Sam Morris / File photo
Wednesday, July 17, 2013 | 7:09 p.m.
Clark County commissioners are taking a step back and turning over most of their oversight authority of the financially challenged University Medical Center to an independent advisory board a little more than a year after a similar setup was shut down due to lack of effectiveness.
Commissioners decided Wednesday during a UMC board meeting to begin the recruitment and selection process for what likely will be a nine-member board charged with overseeing the hospital's operations and long-term planning.
The decision to create an advisory board brings to an end months of at times acrimonious debate on the issue, which initially drew opposition from several commissioners, including UMC board Chairman Lawrence Weekly.
Initial plans discussed included turning the hospital into a nonprofit subsidiary of the county before attention shifted to a legislative bill that would have given commissioners more flexibility when setting up the independent board.
When that bill failed, commissioners regrouped and began discussing what changes are allowed under current state law.
A similar advisory board was established in 2010 and then disbanded 18 months later, but on Wednesday, Weekly said he thinks this time around will be different because commissioners have spent more time discussing what they want to accomplish, leading to a clearer delineation of responsibilities for the new board.
“It wasn’t so much that we didn’t want it; it was just the process and how we got there … for us to talk it out and work it out,” Weekly said. “This time around we took our time. We really got into the weeds of directions and expectations. Last time we just said, ‘Yes, let’s do it,’ and it was more politically driven.”
The split between commissioners was mended in part with the help of Larry Gage, the founder and former president of the National Association of Public Hospitals and Health Systems.
Acting as a consultant, for which he was paid $20,000, Gage spent the past two months interviewing staff and administrators from the county and UMC.
“You’ve brought a lot of our ideas a lot closer together than I thought they would come,” commission Chairman Steve Sisolak, one of the leading proponents for an advisory board, said to Gage on Wednesday.
In his report to the commission, Gage, who created a similar report for the county in 2003, said in his opinion the best model for the hospital is to have an independent board responsible for oversight.
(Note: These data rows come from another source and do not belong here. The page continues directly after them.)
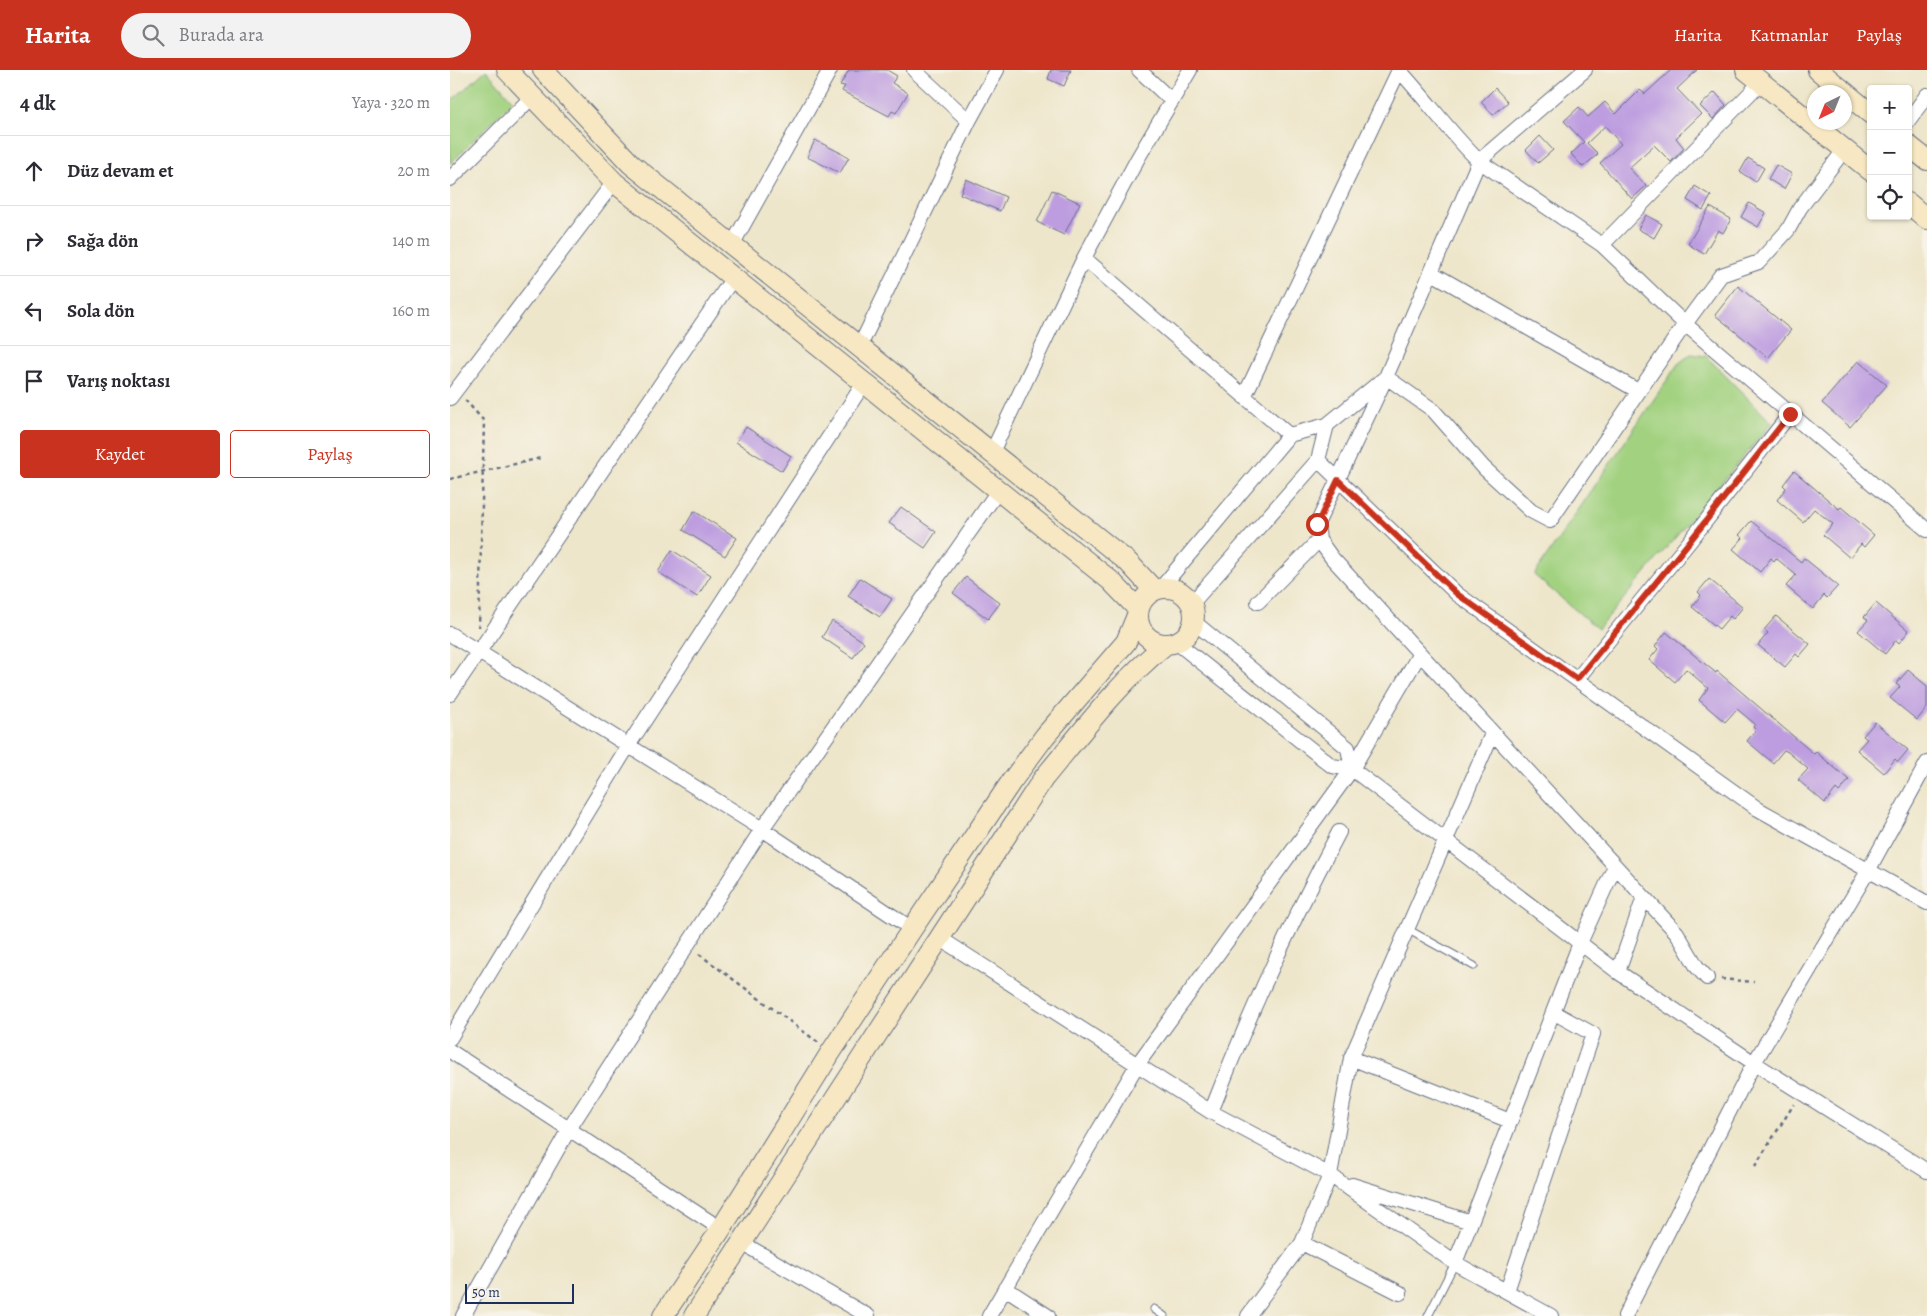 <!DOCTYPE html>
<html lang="tr">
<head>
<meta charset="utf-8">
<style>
  body { margin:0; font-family:Alegreya,serif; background:#f2f2f3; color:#2b2b33 }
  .controls { position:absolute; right:15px; top:15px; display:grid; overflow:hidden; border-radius:5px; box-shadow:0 1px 4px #0004 }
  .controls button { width:45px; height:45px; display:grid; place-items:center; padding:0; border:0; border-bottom:1px solid #e1e1e2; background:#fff; color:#2b2b33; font:25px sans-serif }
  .compass { position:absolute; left:1357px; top:15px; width:45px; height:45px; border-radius:50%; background:#fff; box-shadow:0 1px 4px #0004; rotate:223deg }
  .scale { position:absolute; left:15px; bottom:12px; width:109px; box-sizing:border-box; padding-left:5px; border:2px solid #1b2f5e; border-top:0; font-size:14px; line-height:18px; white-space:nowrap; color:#1b2f5e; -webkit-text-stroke:4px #f7f3e8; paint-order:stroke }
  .stop { position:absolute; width:15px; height:15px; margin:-11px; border:4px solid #c8321e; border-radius:50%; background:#fff }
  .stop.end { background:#c8321e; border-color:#fff; box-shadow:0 1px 5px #0008 }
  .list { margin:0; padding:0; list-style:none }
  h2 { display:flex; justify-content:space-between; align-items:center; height:65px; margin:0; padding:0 20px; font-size:21px }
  h2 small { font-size:16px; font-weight:400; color:#7c7c81 }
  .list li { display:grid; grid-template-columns:32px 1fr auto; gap:15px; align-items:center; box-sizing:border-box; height:70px; padding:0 20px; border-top:1px solid #e1e1e2 }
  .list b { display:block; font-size:19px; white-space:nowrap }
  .list em { font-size:16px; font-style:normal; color:#7c7c81 }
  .actions { display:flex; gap:10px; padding:15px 20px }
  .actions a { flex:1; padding:11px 0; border:1px solid #c8321e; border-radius:5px; text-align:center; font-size:18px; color:#c8321e }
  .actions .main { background:#c8321e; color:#fff }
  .icon { flex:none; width:28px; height:28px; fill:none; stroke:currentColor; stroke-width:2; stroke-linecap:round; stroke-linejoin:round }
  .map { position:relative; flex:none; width:1477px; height:1246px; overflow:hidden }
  header { display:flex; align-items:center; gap:30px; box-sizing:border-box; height:70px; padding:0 25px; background:#c8321e; color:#fff }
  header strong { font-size:24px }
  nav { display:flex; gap:28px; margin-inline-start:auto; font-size:18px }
  .search { width:350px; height:45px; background:#f2f2f3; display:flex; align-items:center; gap:12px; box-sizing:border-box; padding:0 18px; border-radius:28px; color:#7c7c81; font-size:19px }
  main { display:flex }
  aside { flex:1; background:#fff }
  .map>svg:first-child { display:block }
  .green { fill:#a2d280; stroke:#5e806f }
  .building { fill:#bd9de0 }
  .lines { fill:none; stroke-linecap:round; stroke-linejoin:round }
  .lane-casing { stroke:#656f84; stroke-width:9 }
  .street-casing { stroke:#656f84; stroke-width:16 }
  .secondary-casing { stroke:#656f84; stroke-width:22 }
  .path { stroke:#656f84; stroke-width:2.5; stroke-dasharray:4 4; stroke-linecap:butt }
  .lane { stroke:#fff; stroke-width:7 }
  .street { stroke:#fff; stroke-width:14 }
  .secondary { stroke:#f7e8c3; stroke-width:20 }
  .route { stroke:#c8321e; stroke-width:6 }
</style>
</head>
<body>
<header>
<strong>Harita</strong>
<div class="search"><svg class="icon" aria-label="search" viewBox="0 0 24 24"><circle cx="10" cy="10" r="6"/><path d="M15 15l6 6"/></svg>Burada ara</div>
<nav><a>Harita</a><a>Katmanlar</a><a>Paylaş</a></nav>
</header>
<main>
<aside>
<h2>4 dk<small>Yaya · 320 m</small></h2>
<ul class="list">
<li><svg class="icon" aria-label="ahead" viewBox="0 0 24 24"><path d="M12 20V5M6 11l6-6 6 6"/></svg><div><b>Düz devam et</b></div><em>20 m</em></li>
<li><svg class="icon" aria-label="right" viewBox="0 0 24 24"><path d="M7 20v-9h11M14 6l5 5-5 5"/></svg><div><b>Sağa dön</b></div><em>140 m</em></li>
<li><svg class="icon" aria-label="left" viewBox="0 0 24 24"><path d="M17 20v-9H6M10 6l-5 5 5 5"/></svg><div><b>Sola dön</b></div><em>160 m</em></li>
<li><svg class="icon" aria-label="arrive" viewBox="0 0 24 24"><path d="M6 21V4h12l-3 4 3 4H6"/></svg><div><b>Varış noktası</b></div></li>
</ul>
<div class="actions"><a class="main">Kaydet</a><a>Paylaş</a></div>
</aside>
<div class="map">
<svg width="1477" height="1246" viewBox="0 0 1477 1246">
  <rect width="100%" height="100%" fill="#f7f3e8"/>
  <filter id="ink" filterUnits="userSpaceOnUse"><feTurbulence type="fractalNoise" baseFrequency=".02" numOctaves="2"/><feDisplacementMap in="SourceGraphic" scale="10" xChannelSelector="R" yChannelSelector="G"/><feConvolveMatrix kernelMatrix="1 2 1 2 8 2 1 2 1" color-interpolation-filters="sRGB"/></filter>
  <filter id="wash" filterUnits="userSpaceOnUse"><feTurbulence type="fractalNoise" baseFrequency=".0096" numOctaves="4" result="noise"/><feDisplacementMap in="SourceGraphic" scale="20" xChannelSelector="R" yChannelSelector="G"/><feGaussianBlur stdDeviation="1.12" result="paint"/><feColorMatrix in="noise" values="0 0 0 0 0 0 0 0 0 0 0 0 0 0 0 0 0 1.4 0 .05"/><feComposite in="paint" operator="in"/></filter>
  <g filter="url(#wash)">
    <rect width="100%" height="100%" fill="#eee6ca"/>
    <path class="green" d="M36,0l27,31 -63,63v-62z
      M1241,284l15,2 66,67 -174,206 -64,-54 144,-211z"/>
    <g id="blocks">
      <path class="building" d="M399,0h38l10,6 -5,7 16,10 -12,20 -4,-2 -3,5 -47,-25 3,-5 -5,-1z
        M601,0h20l-7,16 -16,-7z
        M1221,0h26l-20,19 24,25 -25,24 8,10 -13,14 -17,-17 -25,23 17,18 -14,13 -32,-36 21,-19 -16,-18 -18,17 11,11 -15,13 -12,-13 13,-12 -20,-21 15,-14 9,10 17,-15 11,12 24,-24 5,4z
        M1045,18l13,14 -15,13 -12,-13z
        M1265,22l11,13 -13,14 -13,-13z
        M1090,66l13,14 -15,13 -12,-13z
        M365,70l34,17 -9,16 -33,-16z
        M1298,88l16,10 -8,14 -16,-10z
        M1326,95l16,9 -8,15 -16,-10z
        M516,109l40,18 -6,14 -40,-17z
        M1245,116l16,10 -8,14 -16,-10z
        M602,120l28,13 -16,32 -27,-13z
        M1299,133l17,10 -8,14 -17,-10z
        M1260,137l21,12 -8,14 -5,-3 -14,24 -16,-10z
        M1196,145l16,9 -8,14 -16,-9z
        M1288,216l53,44 -23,28 -53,-43z
        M1408,291l29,24 -37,42 -28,-24z
        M296,357l45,29 -9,15 -46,-29z
        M1344,401l45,38 2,-2 33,28 -10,12 -3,-3 -11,14 -27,-23 10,-11 -19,-15 -11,13 -26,-22 9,-12 -3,-3z
        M451,437l35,25 -11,16 -36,-25z
        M244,441l43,27 -12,18 -42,-26z
        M1301,451l50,41 3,-4 34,28 -11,12 -3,-3 -11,14 -27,-23 10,-11 -20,-17 -2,3 -3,-3 -11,14 -27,-23 10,-11 -4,-3z
        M222,480l39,25 -14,22 -39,-25z
        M516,507l34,26 -12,16 -35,-26z
        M410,508l32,21 -12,18 -32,-21z
        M1259,509l34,28 -10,12 -3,-3 -11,13 -27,-22 9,-12 -3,-3z
        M1426,533l33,28 -10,12 -3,-3 -11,14 -27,-23 10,-11 -4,-3z
        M1326,546l34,28 -11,13 -3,-3 -11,13 -27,-22 10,-12 -4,-3z
        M382,551l32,21 -11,16 -31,-21z
        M1216,562l50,41 1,-2 97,83 2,-2 33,28 -10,12 -3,-3 -11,14 -27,-23 10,-11 -20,-17 -4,-2 -11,13 -26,-22 9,-11 -3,-3 2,-3 -18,-15 -12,13 -26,-22 9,-12 -22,-19 -11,13 -26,-22 9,-11 -3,-3z
        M1458,600l19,16v22l-10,12 -27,-22 10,-11 -4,-3z
        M1425,652l33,28 -10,12 -3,-3 -11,14 -27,-23 10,-11 -4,-3z"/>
    </g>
  </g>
  <g filter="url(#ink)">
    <use href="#blocks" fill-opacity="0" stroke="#656f84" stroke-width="1"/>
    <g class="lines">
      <g class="lane-casing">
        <path id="lane" d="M957,859l67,37
          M704,1239l10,7
          M978,1246l27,-53"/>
      </g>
      <g class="street-casing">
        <path id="street" d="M464,0l55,51
          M689,0l33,31
          M949,0c28,30 51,63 80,91l-93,216 -69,147 2,16 13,18 345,375 20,34 10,11
          M1135,0l-106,91 123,84 83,79 242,206
          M1458,51l19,-26
          M0,109l83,-83
          M282,175l98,-175
          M1152,175l159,-163
          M634,188l205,177
          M982,203l206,118
          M409,278l110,-227 28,-51
          M794,327l155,-327
          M0,328l164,-216
          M541,384l93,-196 54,-100 52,-88
          M868,390l139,134 301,215 169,94
          M711,518l128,-153 38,-10 59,-48 47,33 51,58 47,43 19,10 135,-197 36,-49 38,-13 29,-32 12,-22 45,-59
          M808,532l61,-62
          M742,533l126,-143 9,-35
          M744,552l154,126 4,21
          M0,564l312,195 150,100
          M726,572l156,124 20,3 266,203 136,91 173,108
          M1127,609l113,-138 100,-127
          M0,624l283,-416
          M491,869l270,173 119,63 125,88 96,53
          M1168,902l26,-75
          M0,968l178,-292 236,-363
          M0,981l271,178
          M901,988l159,63
          M761,1042c37,-96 80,-190 128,-280
          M902,1115l119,37
          M292,1173l126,73
          M1005,1193l125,-320 35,-77
          M555,1218l43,28
          M1057,1221l86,-257 -40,-22
          M950,1223l-98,-50 28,-68 21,-117 141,-324
          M13,1246l106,-187 193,-300 236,-338
          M539,1246l148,-251 215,-296 67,-114
          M798,1246l54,-73
          M1175,1246l129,-253 114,-192 59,-108"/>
      </g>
      <g class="secondary-casing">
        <path id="secondary" d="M57,0l107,112 497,399 27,28
          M93,0l88,94 497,398 26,28
          M1296,0l125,101
          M1368,0l53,44
          M1458,75l19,15
          M1458,133l19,16
          M688 546a28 28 0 1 1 56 0a28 28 0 1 1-56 0Z
          M213,1246l58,-87 110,-177 81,-123 99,-147 34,-46 81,-94 12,-29
          M244,1246l349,-537c38,-46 76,-97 123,-135"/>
      </g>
      <path class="path" d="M15,330l19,21 -5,206
        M0,409l91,-21
        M249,884l120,89
        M1271,909l33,3
        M1305,1096l39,-62"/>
      <use href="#lane" class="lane"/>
      <use href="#street" class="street"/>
      <use href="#secondary" class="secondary"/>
    </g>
  </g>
  <g class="lines" filter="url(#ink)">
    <path class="route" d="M867,454l21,-44 119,114 120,85 113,-138 100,-127"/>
  </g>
</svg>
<div class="controls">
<button>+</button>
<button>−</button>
<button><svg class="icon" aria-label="locate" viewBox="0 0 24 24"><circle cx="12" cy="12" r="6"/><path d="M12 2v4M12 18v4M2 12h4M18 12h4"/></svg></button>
</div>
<svg class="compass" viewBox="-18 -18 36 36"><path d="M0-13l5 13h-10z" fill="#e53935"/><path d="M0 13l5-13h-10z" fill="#7c7c81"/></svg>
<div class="scale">50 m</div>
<div class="stop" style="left:867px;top:454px"></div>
<div class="stop end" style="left:1340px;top:344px"></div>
</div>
</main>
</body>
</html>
“Even I have been coming here for 10 years talking to you about these issues. Since my last appearance, the importance of dedicated governance for public hospitals has really taken on a tremendous urgency,” Gage said. “Let me be clear: Creating a new governing board is not a panacea. It’s not going to do it all by itself. It is a tool, but I think it’s a very important tool. Hospitals that have taken this step along with many other steps have been more successful by and large than hospitals that have not.”
Having an independent, dedicated governing board “tends to be the standard” among public hospitals and is a model used around the country in places such as Seattle, Atlanta, Minneapolis and Denver, Gage said.
Under the system proposed by Gage, commissioners would retain several duties while continuing to serve as the hospital’s board of trustees, including final approval of budgets, making appointments to the advisory board and signing off on new building projects.
The advisory board would be given oversight of the rest of the operations, with the charge to develop and implement strategies to improve UMC’s competitiveness and efficiency while also looking for new sources of funding to shore up the hospital’s ailing finances, which required a $30 million subsidy from the county this year to make ends meet.
With commissioners’ blessing Wednesday, the staff will begin drafting an ordinance to codify all of the proposed changes into law. At the same time, Gage will be working with county and hospital staff to put together a nominating committee.
That committee, which would be established in September, would be responsible for recruiting candidates for the advisory board, who would then need final approval from commissioners.
Weekly said the goal is to have the new board in place by January.
“What I want to accomplish is to make sure we have qualified individuals who have time to work closely with the CEO to help move this hospital forward,” he said. “As we move forward into the Affordable Care Act, we have to make sure we’re on the cutting edge and that we’re able to compete so we don’t get lost in the shuffle.”